Monday, 19 January 2009

Marketing and Operational Research

My impressions are that in the United Kingdom, surprisingly few O.R. scientists have published papers relating to marketing. The U.S. O.R. society, INFORMS, publishes a journal devoted to quantitative marketing, but there is no comparable interest in the U.K.. Over the years, I have had one or two encounters with projects relating to some aspect of marketing, but have never got a sense that marketing departments use O.R. advice very much. Some of the projects have started with the adage "Half the money spent on advertising is wasted -- but nobody knows which half; if you knew which half, you would make a fortune."

In my postgraduate course we came across a problem which I have never seen written up, perhaps because the problem was trying to build a model to explain some anomalous data and the parameters would have been a commercial secret. So here, nearly forty years after it happened, is a summary.
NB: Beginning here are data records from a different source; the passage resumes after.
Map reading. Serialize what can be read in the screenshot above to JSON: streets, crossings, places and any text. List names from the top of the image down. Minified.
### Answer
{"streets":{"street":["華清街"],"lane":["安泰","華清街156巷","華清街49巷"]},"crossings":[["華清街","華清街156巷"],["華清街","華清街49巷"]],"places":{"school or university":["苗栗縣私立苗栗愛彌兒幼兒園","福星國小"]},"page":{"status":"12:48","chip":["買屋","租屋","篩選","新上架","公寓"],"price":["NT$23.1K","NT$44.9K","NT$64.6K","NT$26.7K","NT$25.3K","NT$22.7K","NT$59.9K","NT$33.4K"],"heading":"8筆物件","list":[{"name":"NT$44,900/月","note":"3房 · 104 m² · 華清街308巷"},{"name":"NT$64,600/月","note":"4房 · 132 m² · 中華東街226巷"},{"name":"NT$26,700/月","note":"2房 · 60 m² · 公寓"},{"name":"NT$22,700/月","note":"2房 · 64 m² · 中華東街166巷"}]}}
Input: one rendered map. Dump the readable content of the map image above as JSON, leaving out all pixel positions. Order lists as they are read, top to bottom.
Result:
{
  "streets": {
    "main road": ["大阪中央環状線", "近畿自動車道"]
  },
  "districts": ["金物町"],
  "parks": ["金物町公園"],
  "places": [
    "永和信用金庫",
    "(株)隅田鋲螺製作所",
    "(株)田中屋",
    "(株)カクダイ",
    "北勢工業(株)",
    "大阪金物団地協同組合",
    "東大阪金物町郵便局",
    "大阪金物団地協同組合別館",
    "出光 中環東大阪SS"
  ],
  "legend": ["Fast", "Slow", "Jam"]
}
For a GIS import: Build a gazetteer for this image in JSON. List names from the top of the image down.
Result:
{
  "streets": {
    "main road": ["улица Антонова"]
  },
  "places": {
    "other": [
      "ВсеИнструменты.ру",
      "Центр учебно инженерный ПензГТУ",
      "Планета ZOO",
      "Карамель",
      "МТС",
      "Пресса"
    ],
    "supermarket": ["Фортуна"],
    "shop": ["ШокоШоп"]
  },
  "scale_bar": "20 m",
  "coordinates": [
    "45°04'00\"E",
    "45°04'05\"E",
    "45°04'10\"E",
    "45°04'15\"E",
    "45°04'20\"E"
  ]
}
For many years, the dominant company in the U.K. market for potato crisps was "Smith's". They held over half the market. Then a new brand was launched, called Golden Wonder. Over the subsequent few months, surveys were carried out to try to measure brand awareness. The problem was that the percentage answering the question "What was the brand of crisps that you last bought?" with "GW" was far lower than the percentage market share for GW. Why?

The answer was inertia and lack of awareness of the brand. Purchasers would ask for a "packet of crisps" and since most shops (and especially bars) only stocked one brand of an item that occupied a lot of storage space, the purchasers accepted what they were given and did not associate their purchase with a brand -- and Smith's had been the leading brand for so long that the association was "Smithscrisps" as one word.

So, as students, we were asked to re-work what the consultants had done, and build a model to link the growth over time of the sales and the growth over time of the awareness. It taught us about building and fitting nonlinear models, and a little about the vagaries of our fellow humans. But it could never have been written up as a paper!